DA REDAÇÃO (com G1) – Os Estados Unidos vêm, sim, saindo da crise em que entraram no final de década de 2000. Tirar o pé do atoleiro, contudo, está sendo mais lento do que se esperava. A economia do país cresceu 2,4% em 2015, segundo dados divulgados na sexta-feira (29) pelo Departamento do Comércio do país. A taxa é a mesma registrada no ano anterior. Em dólares correntes, a economia do país cresceu $589,8 bilhões em 2015, chegando a $17,937 trilhões.
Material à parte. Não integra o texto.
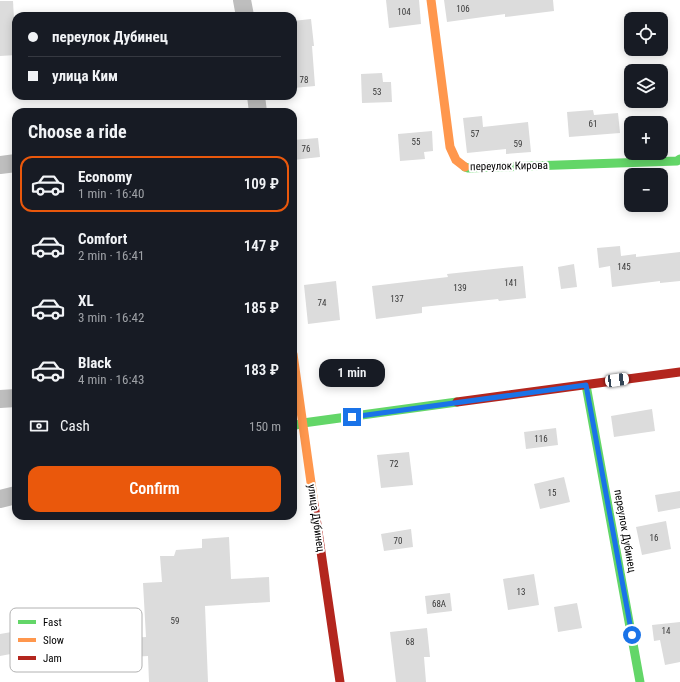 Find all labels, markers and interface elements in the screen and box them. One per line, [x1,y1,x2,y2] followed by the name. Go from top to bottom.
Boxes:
[456,4,470,14] house number: 106
[397,7,411,17] house number: 104
[624,12,668,212] map controls
[624,12,668,56] button: locate
[52,28,168,46] text: переулок Дубинец
[624,64,668,108] button: layers
[52,67,118,85] text: улица Ким
[300,75,308,85] house number: 78
[373,87,381,97] house number: 53
[624,116,668,160] button: +
[589,119,597,129] house number: 61
[28,121,127,142] text: Choose a ride
[471,129,480,139] house number: 57
[412,137,421,147] house number: 55
[514,139,522,149] house number: 59
[302,144,310,154] house number: 76
[470,159,548,173] street label: переулок Кирова
[30,166,66,202] icon: car
[78,168,132,186] text: Economy
[624,168,668,212] button: −
[244,175,279,193] text: 109 ₽
[78,186,144,201] text: 1 min · 16:40
[30,228,66,264] icon: car
[78,230,127,248] text: Comfort
[244,237,279,255] text: 147 ₽
[78,248,144,263] text: 2 min · 16:41
[617,262,631,272] house number: 145
[504,278,518,288] house number: 141
[453,283,467,293] house number: 139
[30,290,66,326] icon: car
[78,292,94,310] text: XL
[390,294,404,304] house number: 137
[318,298,327,308] house number: 74
[244,299,279,317] text: 185 ₽
[78,310,144,325] text: 3 min · 16:42
[30,352,66,388] icon: car
[78,354,111,372] text: Black
[319,359,385,387] callout: 1 min
[244,361,279,379] text: 183 ₽
[338,365,366,380] text: 1 min
[78,372,144,387] text: 4 min · 16:43
[604,372,630,388] car
[343,408,361,426] route end
[28,415,50,437] icon: cash
[60,417,90,435] text: Cash
[249,419,281,434] text: 150 m
[534,434,548,444] house number: 116
[390,459,399,469] house number: 72
[28,466,281,512] button: Confirm
[305,483,327,553] street label: улица Дубинец
[548,488,557,498] house number: 15
[611,489,639,574] street label: переулок Дубинец
[650,533,658,543] house number: 16
[394,536,402,546] house number: 70
[517,587,525,597] house number: 13
[432,599,446,609] house number: 68А
[10,608,142,672] legend
[43,616,62,629] text: Fast
[171,616,179,626] house number: 59
[623,626,641,644] route start
[662,626,671,636] house number: 14
[43,634,64,647] text: Slow
[406,637,414,647] house number: 68
[43,652,62,665] text: Jam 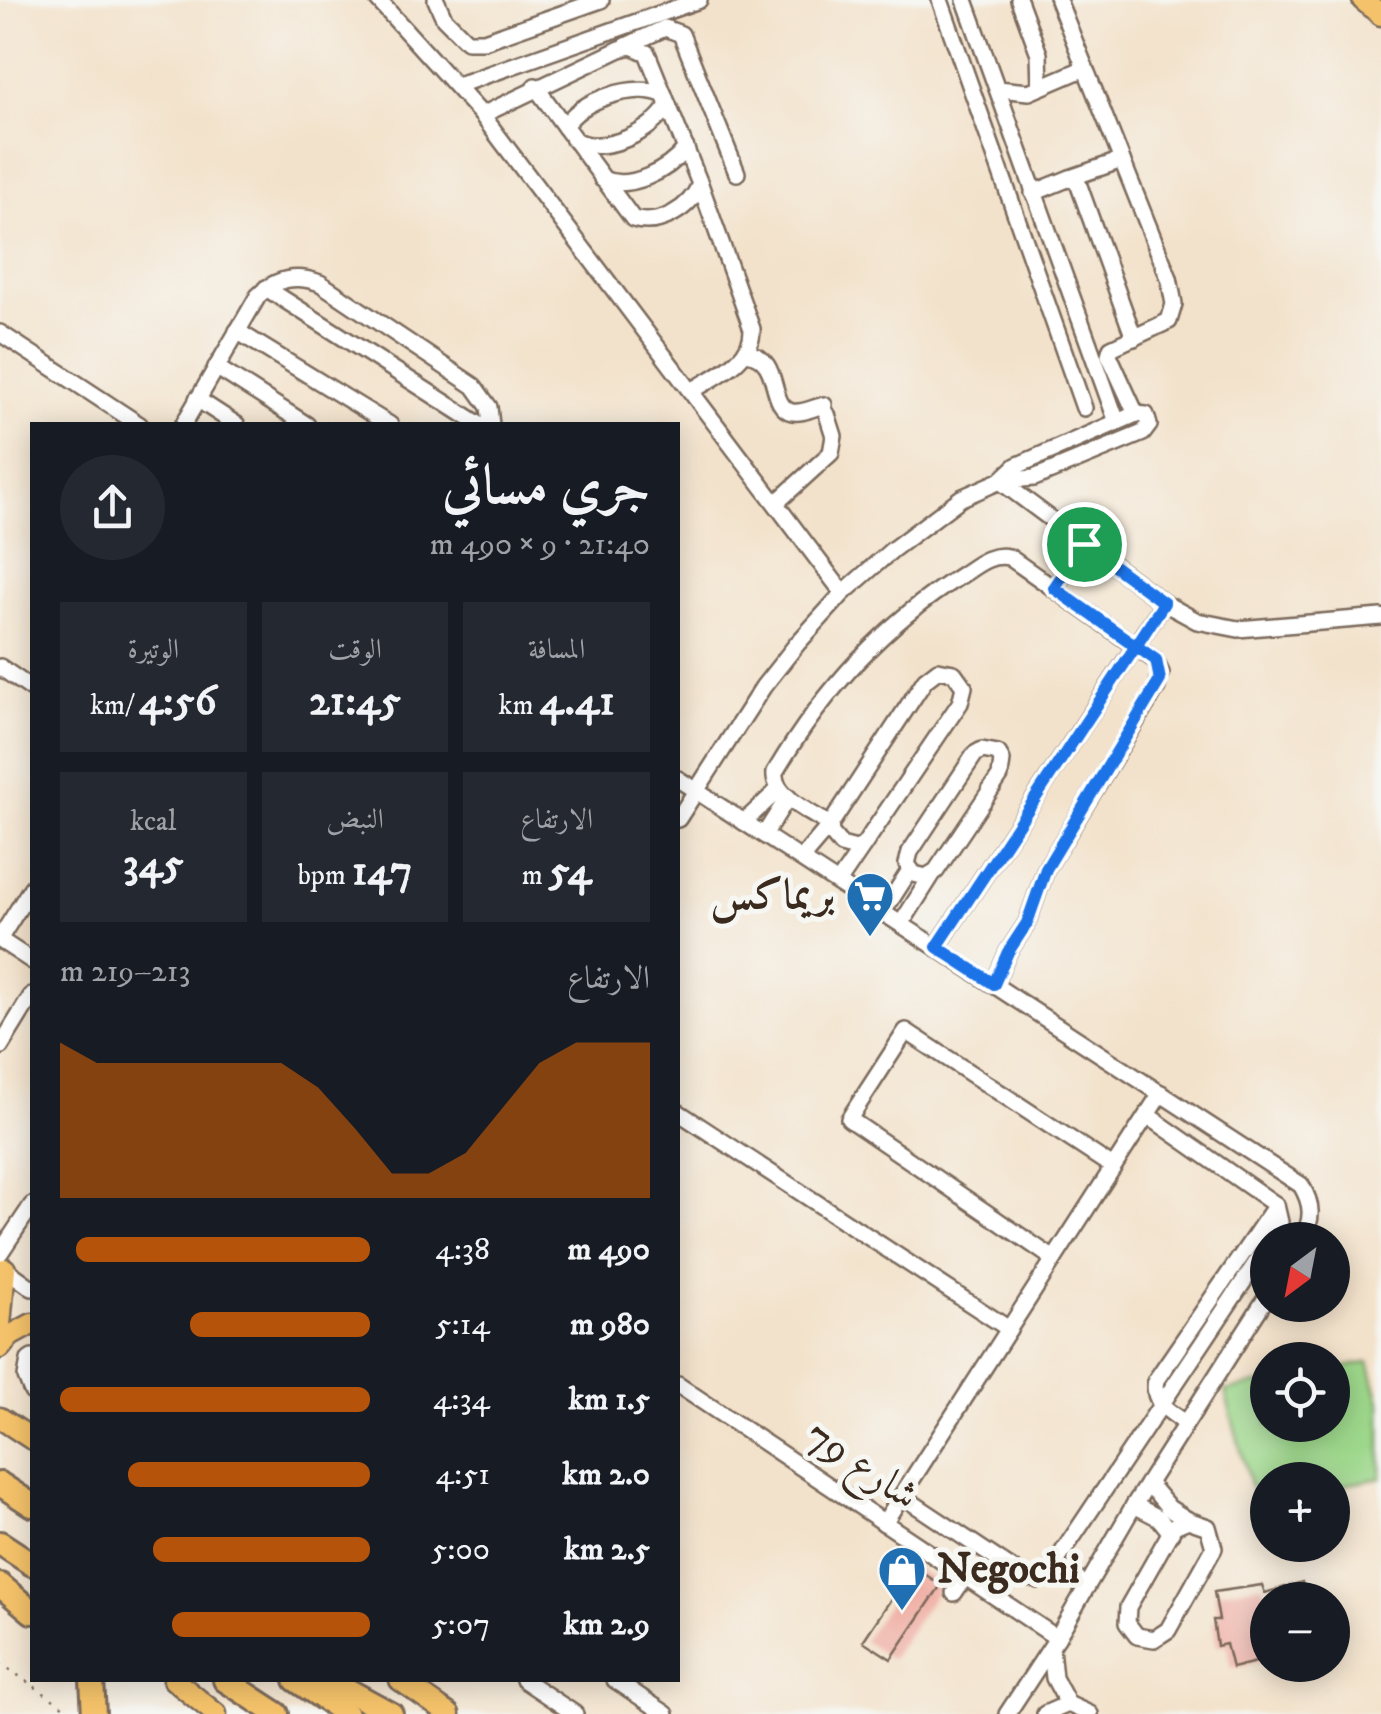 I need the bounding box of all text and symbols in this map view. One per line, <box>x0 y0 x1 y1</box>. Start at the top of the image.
text: جري مسائي <box>442 453 650 522</box>
button: share <box>60 455 165 560</box>
pin <box>1042 502 1127 587</box>
icon: arrive <box>1057 517 1112 572</box>
text: 21:40 · 9 × 490 m <box>430 525 650 565</box>
text: الوتيرة <box>128 632 179 667</box>
text: الوقت <box>328 632 382 667</box>
text: المسافة <box>528 632 585 667</box>
text: 4:56 <box>139 676 217 728</box>
text: 21:45 <box>309 676 401 728</box>
text: 4.41 <box>540 676 615 728</box>
text: /km <box>90 688 139 723</box>
text: km <box>499 688 540 723</box>
text: النبض <box>326 802 384 837</box>
text: الارتفاع <box>520 802 593 837</box>
text: kcal <box>130 804 176 839</box>
text: 345 <box>123 839 184 891</box>
text: 147 <box>352 846 412 898</box>
text: 54 <box>549 846 592 898</box>
text: bpm <box>298 858 352 893</box>
text: m <box>522 858 549 893</box>
place label: بريماكس <box>710 870 835 924</box>
supermarket icon: بريماكس <box>844 870 896 938</box>
text: 213–219 m <box>60 952 191 992</box>
text: الارتفاع <box>567 959 650 999</box>
north arrow <box>1250 1222 1350 1322</box>
map controls <box>1250 1222 1350 1682</box>
text: 4:38 <box>435 1230 490 1270</box>
text: 490 m <box>567 1230 650 1270</box>
text: 5:14 <box>436 1305 490 1345</box>
text: 980 m <box>570 1305 650 1345</box>
button: locate <box>1250 1342 1350 1442</box>
text: 4:34 <box>433 1380 490 1420</box>
text: 1.5 km <box>568 1380 650 1420</box>
street label: شارع 79 <box>792 1409 928 1528</box>
text: 4:51 <box>436 1455 490 1495</box>
text: 2.0 km <box>562 1455 650 1495</box>
button: + <box>1250 1462 1350 1562</box>
text: 5:00 <box>431 1530 490 1570</box>
text: 2.5 km <box>564 1530 650 1570</box>
shop icon: Negochi <box>876 1544 928 1612</box>
place label: Negochi <box>937 1544 1080 1596</box>
button: − <box>1250 1582 1350 1682</box>
text: 5:07 <box>432 1605 490 1645</box>
text: 2.9 km <box>563 1605 650 1645</box> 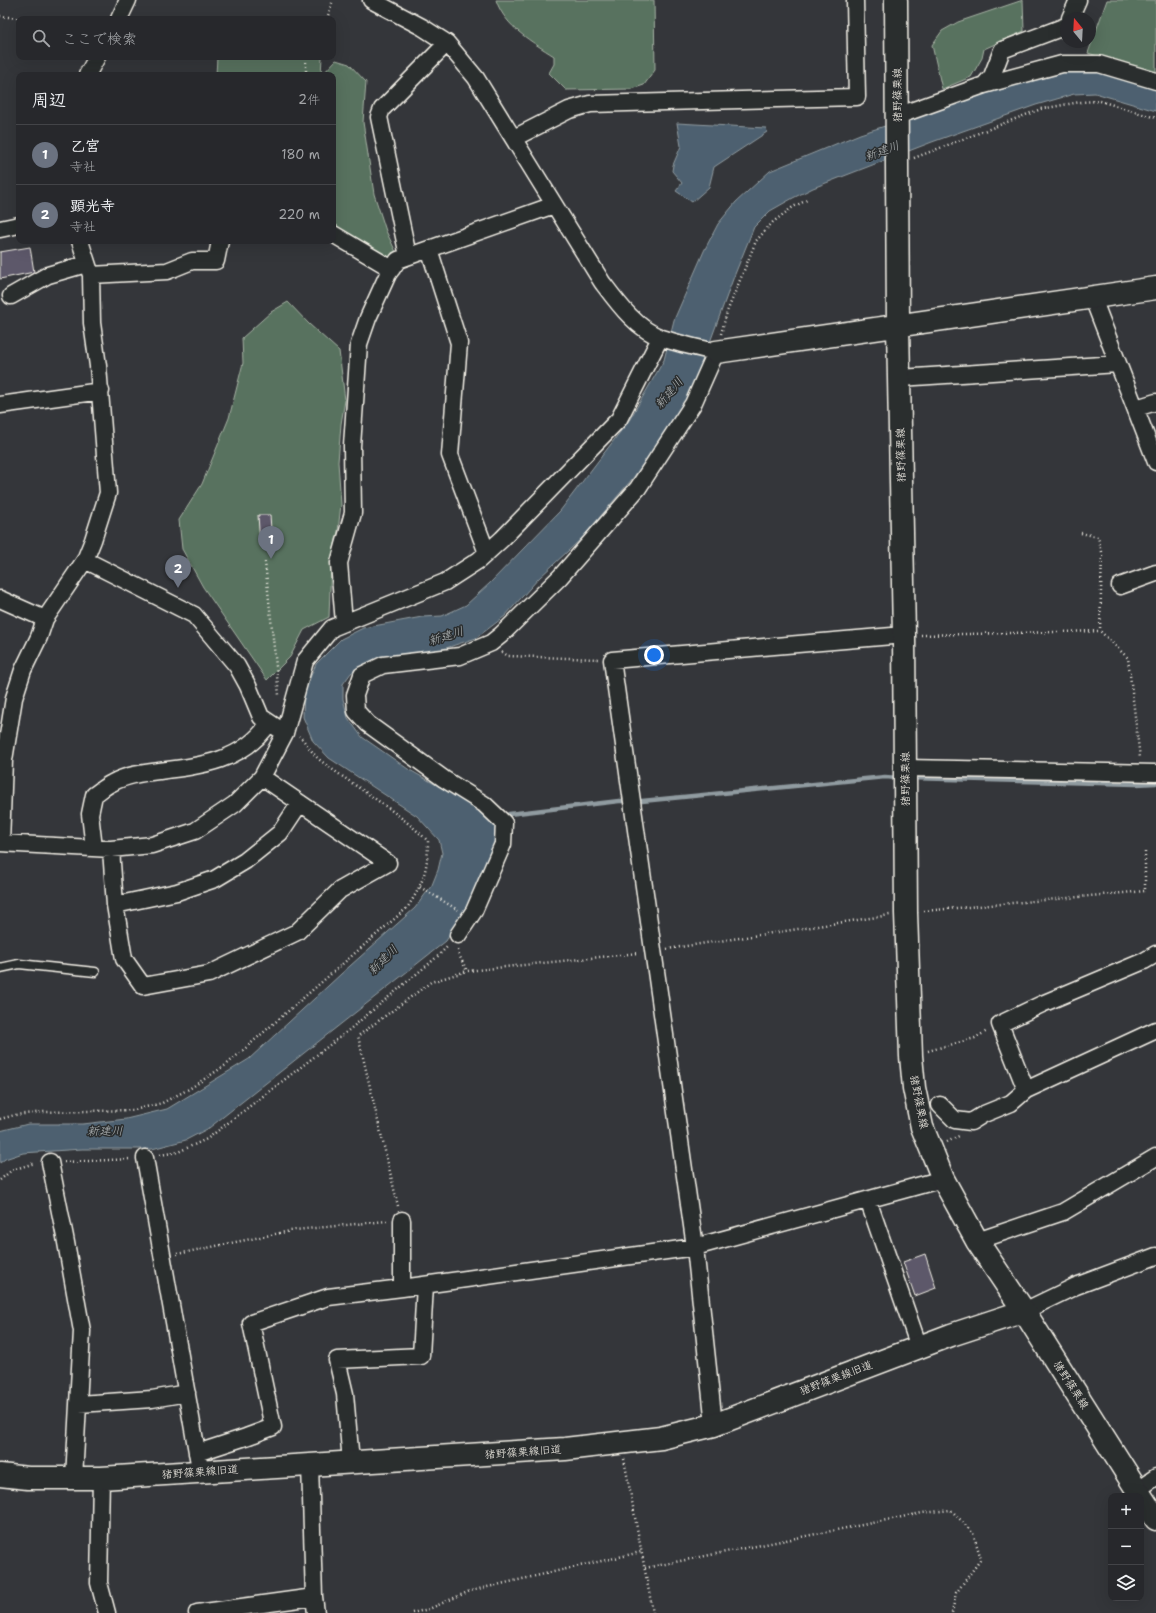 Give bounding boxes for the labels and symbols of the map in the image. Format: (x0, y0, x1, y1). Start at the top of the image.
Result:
north arrow (1060, 12, 1096, 48)
street label: 猪野篠栗線 (890, 68, 905, 123)
water label: 新建川 (862, 137, 902, 165)
water label: 新建川 (651, 374, 687, 412)
street label: 猪野篠栗線 (893, 427, 909, 483)
pin: 1 (258, 526, 284, 559)
pin: 2 (165, 555, 191, 588)
water label: 新建川 (426, 623, 466, 649)
your location (644, 645, 664, 665)
street label: 猪野篠栗線 (898, 752, 913, 807)
water label: 新建川 (365, 942, 401, 978)
street label: 猪野篠栗線 (906, 1074, 932, 1130)
water label: 新建川 (87, 1123, 123, 1139)
street label: 猪野篠栗線旧道 (797, 1357, 875, 1399)
street label: 猪野篠栗線 (1050, 1358, 1092, 1412)
street label: 猪野篠栗線旧道 (484, 1442, 562, 1462)
street label: 猪野篠栗線旧道 (161, 1462, 239, 1482)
O resultado veio abaixo da última estimativa do FMI, de 2,6%.

O crescimento no ano passado foi puxado pelo pela maior expansão nos gastos dos consumidores em uma década, com uma alta de 3,1% (só perde para o crescimento de 3,5% em 2005). Houve aceleração também nos gastos residenciais fixos (8,7%) e nos gastos dos governos estaduais e locais (1,4%). Na contramão, ajudaram a conter a alta do Produto Interno Bruto (PIB) a desaceleração das exportações (1,1%, abaixo da taxa de 3,4% do ano anterior) e a aceleração das importações (alta de 5%), além de uma pequena queda nos gastos do governo federal (-0,3%).

O mercado internacional considerou o resultado fraco, o que alimentou expectativas de que o Federal Reserve, banco central do país, seja mais lento ao elevar os juros por lá. Por isso, os índices acionários dos Estados Unidos subiram após a divulgação do resultado, segundo a Reuters.

No dia da divulgação dos resultados, o índice Dow Jones subia 1,21%, a 16.264 pontos, enquanto o S&P 500 ganhava 1,07%, a 1.914 pontos. O índice de tecnologia Nasdaq avançava 1,12%, a 4.557 pontos.

Nos últimos três meses de 2015, o PIB norte-americano cresceu 0,7%, abaixo dos dois trimestres anteriores (3,9% e 2%).

Segundo o Departamento do Comércio, a desaceleração do crescimento é resultado de uma perda de fôlego dos gastos das famílias e de desacelerações nos investimentos fixos não residenciais. Também contribuíram para a perda do ímpeto da economia as exportações e os gastos dos governos estaduais e locais.